# [What to do]
Within the entries below, every line containing "above" is to be copied.

[[ Input, beginning ]]

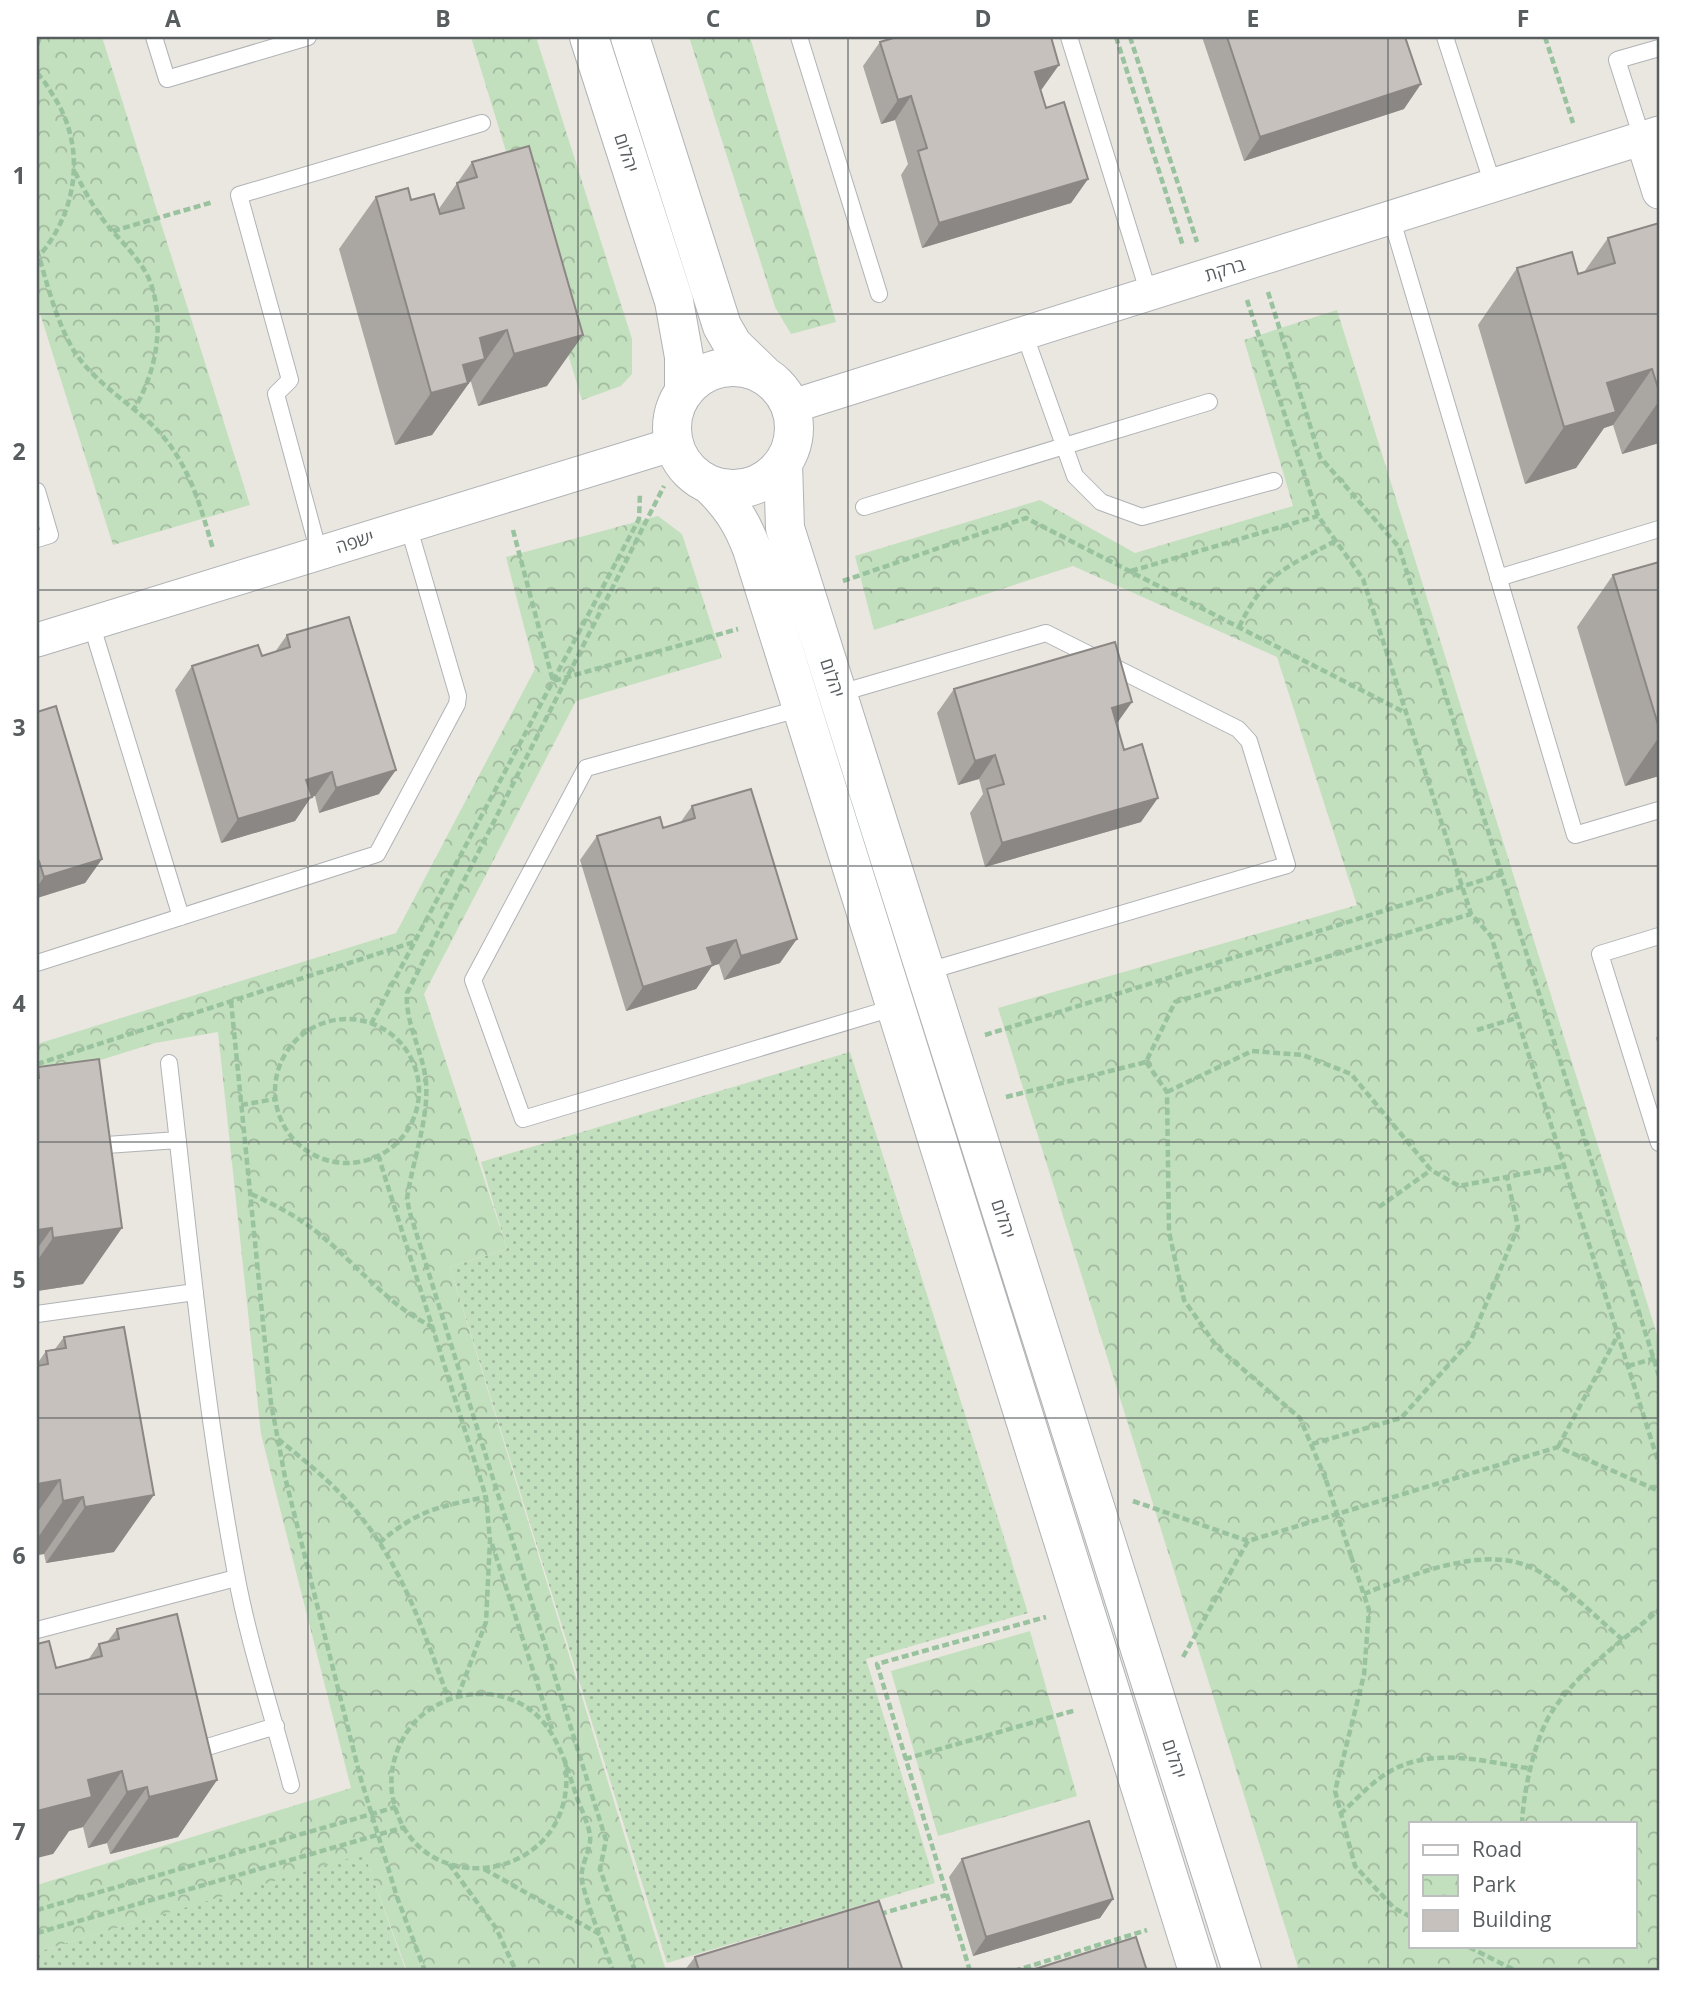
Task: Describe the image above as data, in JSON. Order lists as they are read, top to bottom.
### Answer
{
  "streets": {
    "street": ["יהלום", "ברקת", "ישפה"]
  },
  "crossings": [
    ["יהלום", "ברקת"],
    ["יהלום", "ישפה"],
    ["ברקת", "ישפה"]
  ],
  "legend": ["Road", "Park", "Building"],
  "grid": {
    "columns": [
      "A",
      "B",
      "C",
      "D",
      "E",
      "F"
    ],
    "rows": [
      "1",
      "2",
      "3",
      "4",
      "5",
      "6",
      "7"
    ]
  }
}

[[ Input, end ]]
[[ Input, beginning ]]

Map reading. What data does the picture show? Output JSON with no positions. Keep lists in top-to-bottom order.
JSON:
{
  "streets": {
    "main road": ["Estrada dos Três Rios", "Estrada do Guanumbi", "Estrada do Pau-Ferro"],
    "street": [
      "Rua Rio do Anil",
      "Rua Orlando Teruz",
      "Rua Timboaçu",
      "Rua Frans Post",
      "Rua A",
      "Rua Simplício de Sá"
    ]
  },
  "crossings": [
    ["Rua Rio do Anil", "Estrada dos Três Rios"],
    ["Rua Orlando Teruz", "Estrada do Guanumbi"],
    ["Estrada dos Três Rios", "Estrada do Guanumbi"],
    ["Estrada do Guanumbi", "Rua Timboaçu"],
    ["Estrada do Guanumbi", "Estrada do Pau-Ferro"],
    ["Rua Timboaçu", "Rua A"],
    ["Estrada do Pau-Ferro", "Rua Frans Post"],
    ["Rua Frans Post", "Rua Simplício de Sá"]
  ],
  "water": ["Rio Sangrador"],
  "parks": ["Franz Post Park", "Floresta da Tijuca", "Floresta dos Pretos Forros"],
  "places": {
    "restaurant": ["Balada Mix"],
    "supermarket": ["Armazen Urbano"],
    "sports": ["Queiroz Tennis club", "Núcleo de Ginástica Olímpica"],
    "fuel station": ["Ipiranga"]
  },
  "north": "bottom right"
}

[[ Input, end ]]
[[ Input, beginning ]]

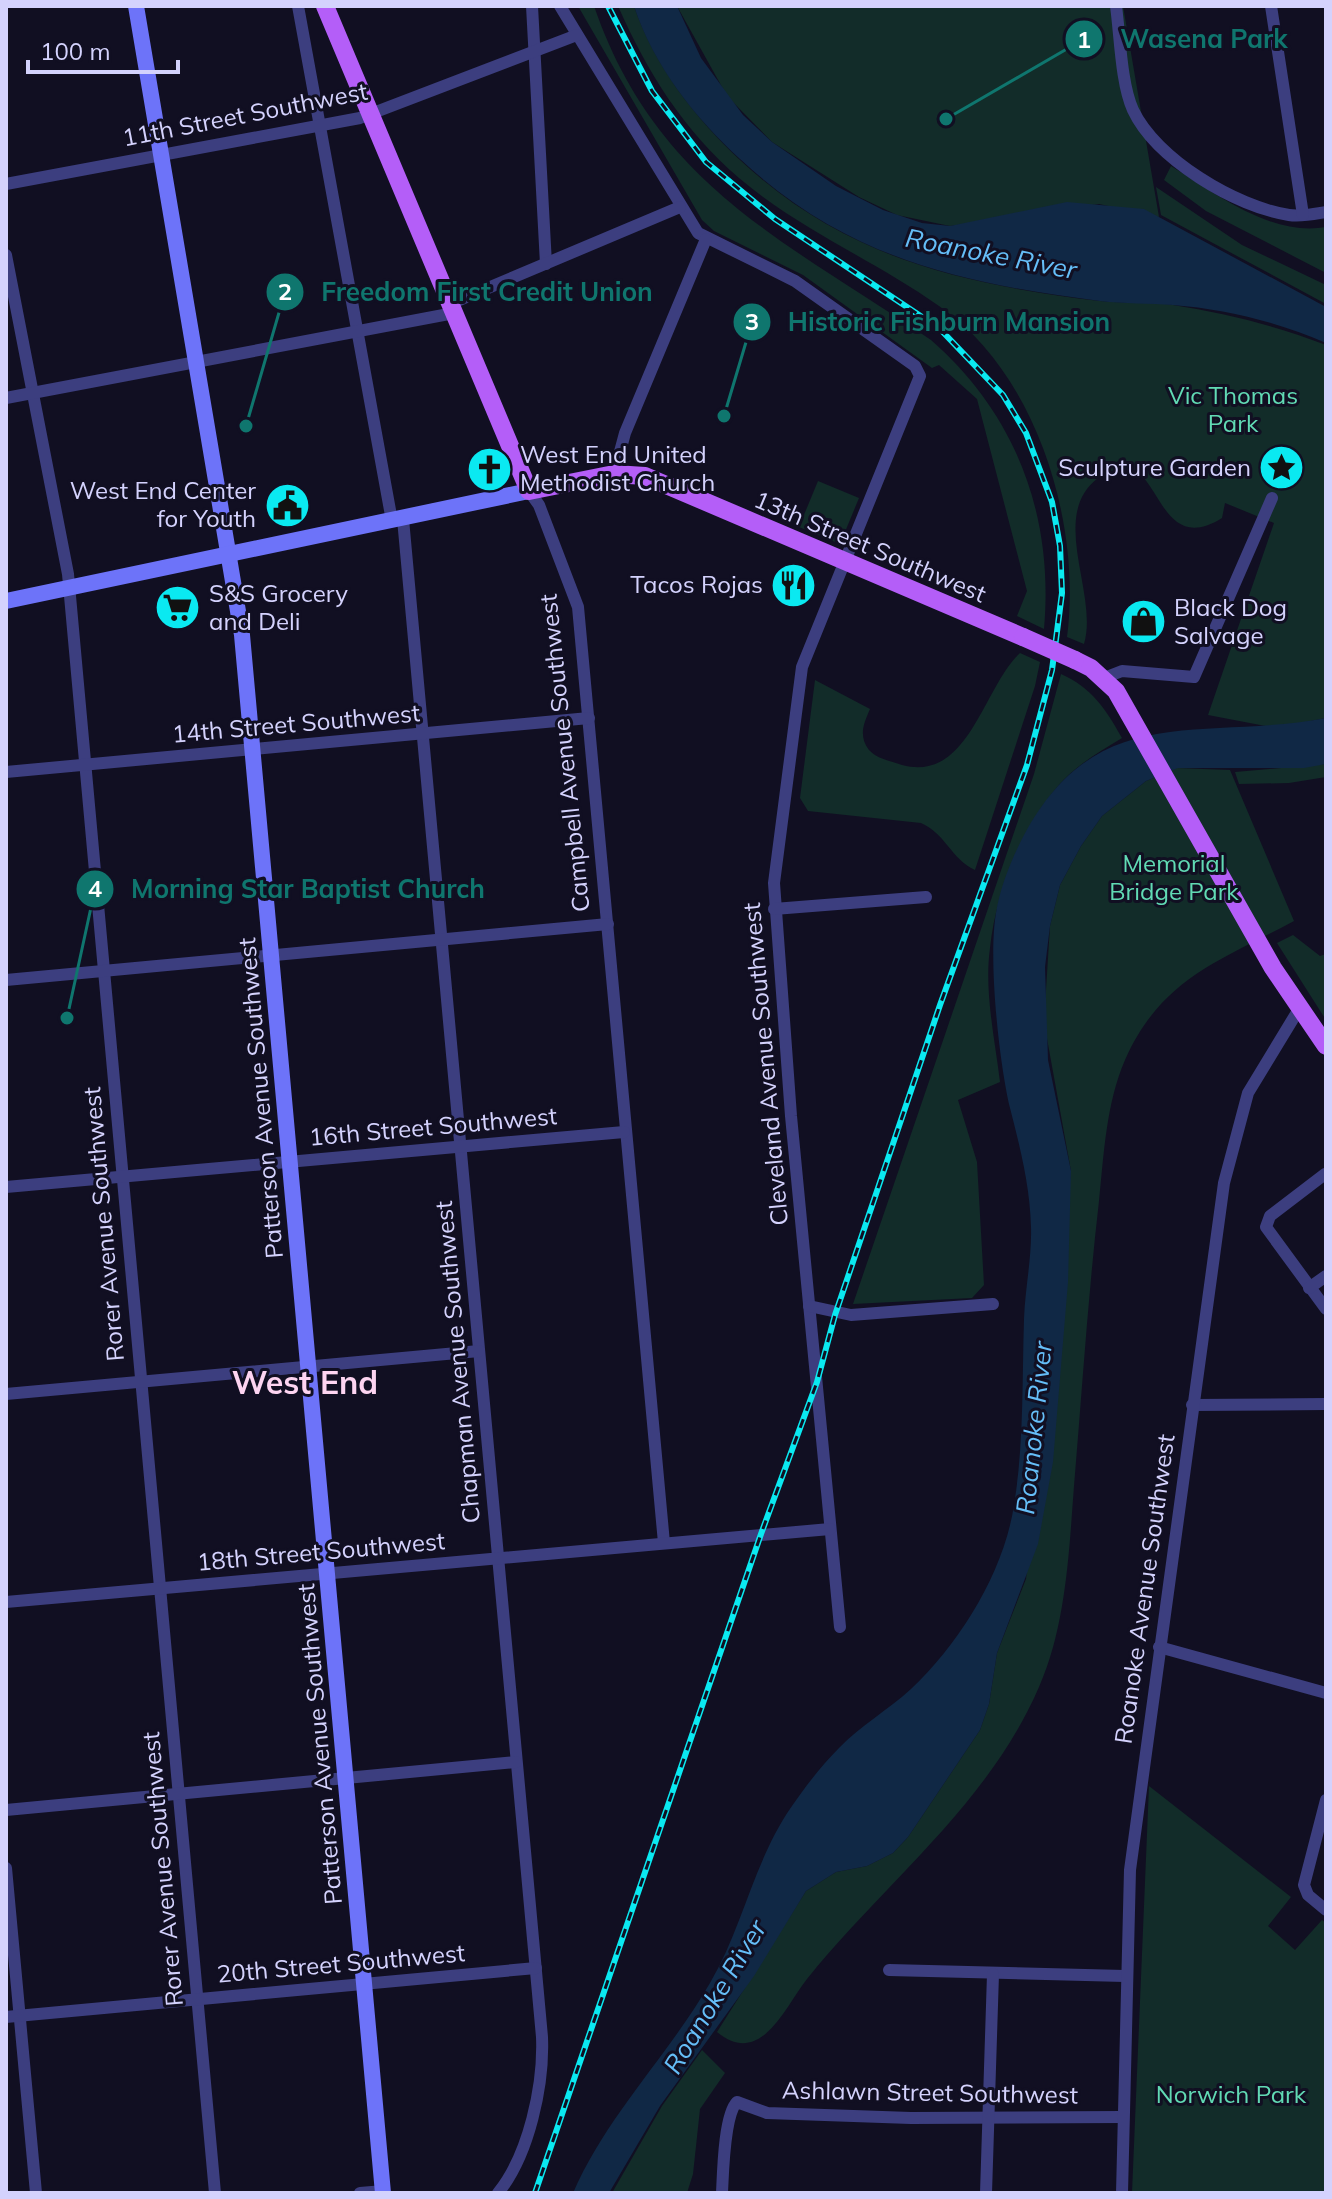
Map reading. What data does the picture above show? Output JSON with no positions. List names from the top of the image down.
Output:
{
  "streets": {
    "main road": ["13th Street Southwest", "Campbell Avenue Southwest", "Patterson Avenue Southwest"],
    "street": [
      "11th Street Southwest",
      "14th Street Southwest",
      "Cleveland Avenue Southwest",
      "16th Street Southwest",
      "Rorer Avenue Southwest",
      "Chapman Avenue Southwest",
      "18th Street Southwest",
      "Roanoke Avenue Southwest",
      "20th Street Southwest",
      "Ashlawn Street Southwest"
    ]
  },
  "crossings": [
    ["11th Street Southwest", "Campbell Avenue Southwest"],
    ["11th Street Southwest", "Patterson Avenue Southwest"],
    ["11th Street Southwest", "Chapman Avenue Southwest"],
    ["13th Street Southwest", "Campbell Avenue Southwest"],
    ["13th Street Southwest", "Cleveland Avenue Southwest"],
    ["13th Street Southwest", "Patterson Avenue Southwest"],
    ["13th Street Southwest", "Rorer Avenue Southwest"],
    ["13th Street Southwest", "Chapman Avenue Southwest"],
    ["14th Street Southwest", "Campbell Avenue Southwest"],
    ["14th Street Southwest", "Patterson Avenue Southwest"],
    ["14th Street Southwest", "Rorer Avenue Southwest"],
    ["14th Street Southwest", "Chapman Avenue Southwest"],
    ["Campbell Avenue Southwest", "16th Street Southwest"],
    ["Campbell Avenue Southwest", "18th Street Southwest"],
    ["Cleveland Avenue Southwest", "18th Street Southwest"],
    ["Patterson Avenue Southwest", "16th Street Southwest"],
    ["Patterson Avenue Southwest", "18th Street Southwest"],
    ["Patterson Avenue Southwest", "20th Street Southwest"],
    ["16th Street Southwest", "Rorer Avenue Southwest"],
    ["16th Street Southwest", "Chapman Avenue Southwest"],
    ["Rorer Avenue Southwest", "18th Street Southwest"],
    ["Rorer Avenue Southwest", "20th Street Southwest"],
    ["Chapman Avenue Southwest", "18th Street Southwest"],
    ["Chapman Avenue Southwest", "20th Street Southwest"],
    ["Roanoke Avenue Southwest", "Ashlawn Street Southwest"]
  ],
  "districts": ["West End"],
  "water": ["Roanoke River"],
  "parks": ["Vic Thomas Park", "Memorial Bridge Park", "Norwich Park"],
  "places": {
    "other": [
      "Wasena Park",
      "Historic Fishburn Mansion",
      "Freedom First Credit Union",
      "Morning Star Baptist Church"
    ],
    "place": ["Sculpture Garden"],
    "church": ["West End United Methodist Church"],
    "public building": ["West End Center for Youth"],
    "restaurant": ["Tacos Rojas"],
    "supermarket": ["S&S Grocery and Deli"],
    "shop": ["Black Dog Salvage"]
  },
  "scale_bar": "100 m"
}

[[ Input, end ]]

# [Worked solution]
Task: Describe the image above as data, in JSON. Order lists as they are read, top to bottom.
Map reading. What data does the picture above show? Output JSON with no positions. List names from the top of the image down.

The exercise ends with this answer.